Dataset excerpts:

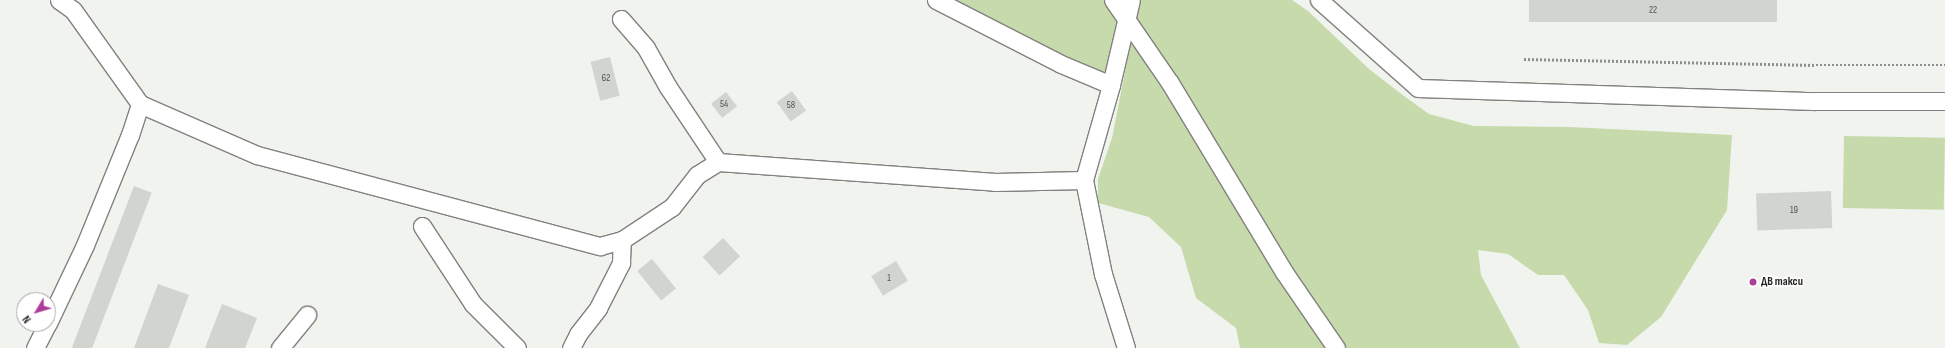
<!DOCTYPE html>
<meta charset="utf-8">
<style>
body{margin:0}
#map{position:relative;width:1945px;height:348px;overflow:hidden;background:#f1f3ee;font-family:"Sofia Sans Condensed",sans-serif}
div>[style]{position:absolute}
.green>*{inset:0;background:#c6daab;transform-origin:0 0}
.building>*{inset:0;background:#d2d4d0;transform-origin:0 0}
.path>*{height:2.5px;margin-top:-1.25px;transform-origin:0;background:repeating-linear-gradient(90deg,#8e8f8c 0 2px,transparent 0 4px)}
.roads{filter:drop-shadow(1px 0 #81827f) drop-shadow(-1px 0 #81827f) drop-shadow(0 1px #81827f) drop-shadow(0 -1px #81827f)}
.minor>*{height:17px;margin:-8.5px;padding:0 8.5px;transform-origin:8.5px;border-radius:8.5px;background:#fff}
.dots>*{width:11px;height:11px;translate:-50% -50%;box-sizing:border-box;border:2px solid #fff;border-radius:50%}
span{translate:-50% -50%;white-space:nowrap;text-align:center;line-height:1.15;-webkit-text-stroke:3.5px #fff;paint-order:stroke}
.number-label{font-size:10px;color:#50514f}
.number-label span{-webkit-text-stroke-width:0}
.poi-label{font-size:12px;color:#252524;font-weight:700}
.left{translate:0 -50%;text-align:left}
.north{position:absolute;left:16px;top:292px;width:40px;height:40px;box-sizing:border-box;background:#fff;border:1px solid #a8a8a7;border-radius:50%;rotate:232deg;font-size:11px;font-weight:700;line-height:16px;text-align:center;color:#252524}
.north::after{content:'';display:block;margin:auto;width:14px;height:18px;background:#ae3d99;clip-path:polygon(50% 0,100% 100%,50% 72%,0 100%)}
</style>
<div id="map">
<div class="green">
<i style="clip-path:polygon(942px 0,1123px 0,1109px 83px)"></i>
<i style="clip-path:polygon(1139px 0,1292px 0,1308px 11px,1369px 69px,1404px 96px,1429px 114px,1474px 126px,1570px 127px,1732px 135px,1727px 210px,1661px 317px,1627px 345px,1599px 343px,1588px 310px,1564px 275px,1538px 275px,1508px 254px,1478px 250px,1481px 275px,1520px 348px,1240px 348px,1236px 328px,1196px 298px,1181px 247px,1149px 217px,1098px 203px,1098px 179px,1112px 138px)"></i>
<i style="left:1844px;top:136px;width:101px;height:72px;rotate:1deg"></i>
</div>
<div class="building">
<i style="left:1529px;top:0;width:248px;height:22px"></i>
<i style="left:610px;top:57px;width:40px;height:20px;rotate:76deg"></i>
<i style="left:792px;top:91px;width:24px;height:19px;rotate:54deg"></i>
<i style="left:726px;top:92px;width:18px;height:19px;rotate:52deg"></i>
<i style="left:134px;top:186px;width:19px;height:173px;rotate:21deg"></i>
<i style="left:1831px;top:191px;width:37px;height:75px;rotate:88deg"></i>
<i style="left:723px;top:238px;width:25px;height:28px;rotate:47deg"></i>
<i style="left:652px;top:259px;width:38px;height:19px;rotate:51deg"></i>
<i style="left:896px;top:261px;width:23px;height:29px;rotate:59deg"></i>
<i style="clip-path:polygon(158px 284px,189px 295px,169px 348px,134px 348px)"></i>
<i style="clip-path:polygon(222px 304px,257px 318px,245px 348px,205px 348px)"></i>
</div>
<div class="path">
<i style="left:1524px;top:59px;width:292px;rotate:1.2deg"></i>
<i style="left:1816px;top:65px;width:129px"></i>
</div>
<div class="roads">
<div class="minor">
<i style="left:59px;top:0;width:17px;rotate:36deg"></i>
<i style="left:73px;top:10px;width:115px;rotate:54.5deg"></i>
<i style="left:140px;top:104px;width:128px;rotate:23.6deg"></i>
<i style="left:257px;top:155px;width:355px;rotate:14.9deg"></i>
<i style="left:600px;top:246px;width:23px;rotate:-15deg"></i>
<i style="left:622px;top:240px;width:60px;rotate:-33.4deg"></i>
<i style="left:672px;top:207px;width:41px;rotate:-52deg"></i>
<i style="left:697px;top:175px;width:25px;rotate:-32deg"></i>
<i style="left:718px;top:162px;width:278px;rotate:4.1deg"></i>
<i style="left:995px;top:182px;width:89px;rotate:-1.3deg"></i>
<i style="left:1084px;top:180px;width:99px;rotate:-74.1deg"></i>
<i style="left:1111px;top:85px;width:87px;rotate:-76.8deg"></i>
<i style="left:936px;top:0;width:140px;rotate:27.1deg"></i>
<i style="left:1061px;top:64px;width:54px;rotate:22.8deg"></i>
<i style="left:1113px;top:0;width:101px;rotate:55.5deg"></i>
<i style="left:1170px;top:83px;width:221px;rotate:58.9deg"></i>
<i style="left:1284px;top:272px;width:92px;rotate:55.6deg"></i>
<i style="left:1319px;top:0;width:132px;rotate:41.6deg"></i>
<i style="left:1418px;top:88px;width:396px;rotate:1.9deg"></i>
<i style="left:1814px;top:101px;width:131px"></i>
<i style="left:621px;top:19px;width:38px;rotate:49deg"></i>
<i style="left:646px;top:48px;width:45px;rotate:60.6deg"></i>
<i style="left:668px;top:87px;width:90px;rotate:56.3deg"></i>
<i style="left:1084px;top:180px;width:96px;rotate:78.6deg"></i>
<i style="left:1103px;top:274px;width:77px;rotate:72.7deg"></i>
<i style="left:422px;top:226px;width:93px;rotate:56.8deg"></i>
<i style="left:473px;top:304px;width:62px;rotate:45deg"></i>
<i style="left:48px;top:323px;width:86px;rotate:-64.6deg"></i>
<i style="left:85px;top:245px;width:119px;rotate:-67.8deg"></i>
<i style="left:130px;top:135px;width:33px;rotate:-72deg"></i>
<i style="left:35px;top:348px;width:27px;rotate:-63deg"></i>
<i style="left:280px;top:348px;width:43px;rotate:-50.7deg"></i>
<i style="left:571px;top:348px;width:16px;rotate:-63deg"></i>
<i style="left:578px;top:334px;width:33px;rotate:-52deg"></i>
<i style="left:598px;top:308px;width:51px;rotate:-62.9deg"></i>
<i style="left:621px;top:263px;width:23px;rotate:-88deg"></i>
</div>
</div>
<div class="dots">
<i style="left:1753px;top:282px;background:#ae3d99"></i>
</div>
<div class="number-label">
<span style="left:1653px;top:11px">22</span>
<span style="left:606px;top:79px">62</span>
<span style="left:724px;top:105px">54</span>
<span style="left:791px;top:106px">58</span>
<span style="left:1794px;top:211px">19</span>
<span style="left:889px;top:279px">1</span>
</div>
<div class="poi-label">
<span class="left" style="left:1761px;top:282px">ДВ такси</span>
</div>
<div class="north">N</div>
</div>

WHAT IS NEEDED: Return every line of the preceding records in which the word "weight" appears.

RESULT OF THIS EXERCISE:
.poi-label{font-size:12px;color:#252524;font-weight:700}
.north{position:absolute;left:16px;top:292px;width:40px;height:40px;box-sizing:border-box;background:#fff;border:1px solid #a8a8a7;border-radius:50%;rotate:232deg;font-size:11px;font-weight:700;line-height:16px;text-align:center;color:#252524}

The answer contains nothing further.